I agree with the majority here--no judgment unless the dog is badly matted. Well, that's not entirely true. I judge anyone who grooms their own dogs a truly brave and competent person. That's far beyond my abilities. :adore:


----------



## Carley's Mom (Oct 30, 2011)

I don't think your dog looks like he has a bad groom at all. I think he looks great and if I saw him, I would just want to love on him. 

My dog's grooms are far from perfect, but they look fine and they don't have to stand for hours to be groomed either. 

I rarely see other spoos here, but the last one I did see, looked dirty and somewhat matted, very much in need of a groom. But she also looked happy and very much loved. Did I judge....maybe just a little bit. lol


----------



## Naira (Jan 9, 2015)

I think it would be boring if every poodle had a FFT, nicely scissored topknot and pom tail. It's the thing I love about our breed...we all don't have to look the same. As long as the dog is mat free, they're awesome. 

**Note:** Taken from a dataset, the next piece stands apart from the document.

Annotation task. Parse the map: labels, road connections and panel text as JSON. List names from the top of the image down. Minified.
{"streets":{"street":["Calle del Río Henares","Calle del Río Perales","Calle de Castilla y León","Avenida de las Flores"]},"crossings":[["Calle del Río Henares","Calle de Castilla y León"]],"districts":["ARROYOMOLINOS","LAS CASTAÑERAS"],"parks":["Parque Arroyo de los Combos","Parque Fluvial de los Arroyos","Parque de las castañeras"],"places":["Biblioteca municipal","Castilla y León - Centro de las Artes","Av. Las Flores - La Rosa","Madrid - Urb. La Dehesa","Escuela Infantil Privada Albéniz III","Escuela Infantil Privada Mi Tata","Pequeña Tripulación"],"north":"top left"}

Honestly I think grooms like these are so freaking cool:










I love the way Lou/Apollo's hair is cut...I love when my girl gets fuzzy...and I love the option of transforming her into an elegant girl again.


----------



## kayfabulous6 (Nov 19, 2013)

No way! Grooming is expensive and like you said, not everyone has the right tools or a lot of time to learn how to make everything 100% perfect if grooming isn't already your profession! As long as your pup is clean, happy and mat-free then you're golden in my book. 

Have to mention though, I honestly have never seen a poodle in my area with a shaved face, besides my groomer's dogs!


----------



## kayfabulous6 (Nov 19, 2013)

I agree with Naira! I love seeing Ruby fuzzy and in need of a groom, and then when she comes back all elegant and trimmed. 

Fuzzy









Trim


----------



## Poodlebeguiled (May 27, 2013)

*"Those who mind don't matter. Those who matter don't mind."*

I've always loved that quote. It's a good one to keep in mind if you start putting too much weight into what others think.

I am not a professional groomer. But I'm getting better with practice. I can afford a professional groomer for both my dogs but I prefer to do it myself. It's a hobby to me, an art project. Sometimes it comes out better than other times. I also enjoy that time with my dogs and I think they enjoy it too. (there are lots of treats and fuss made over them) I have been keeping my dogs' bodies short...using a #2 attachment comb and then a little scissoring too. It's never perfectly even. Their coats are wavy and even with the blow dryer parts lie flatter than other parts and it's just hard to make it perfectly even. Meh...they're clean, untangled and comfortable and look relatively tidy.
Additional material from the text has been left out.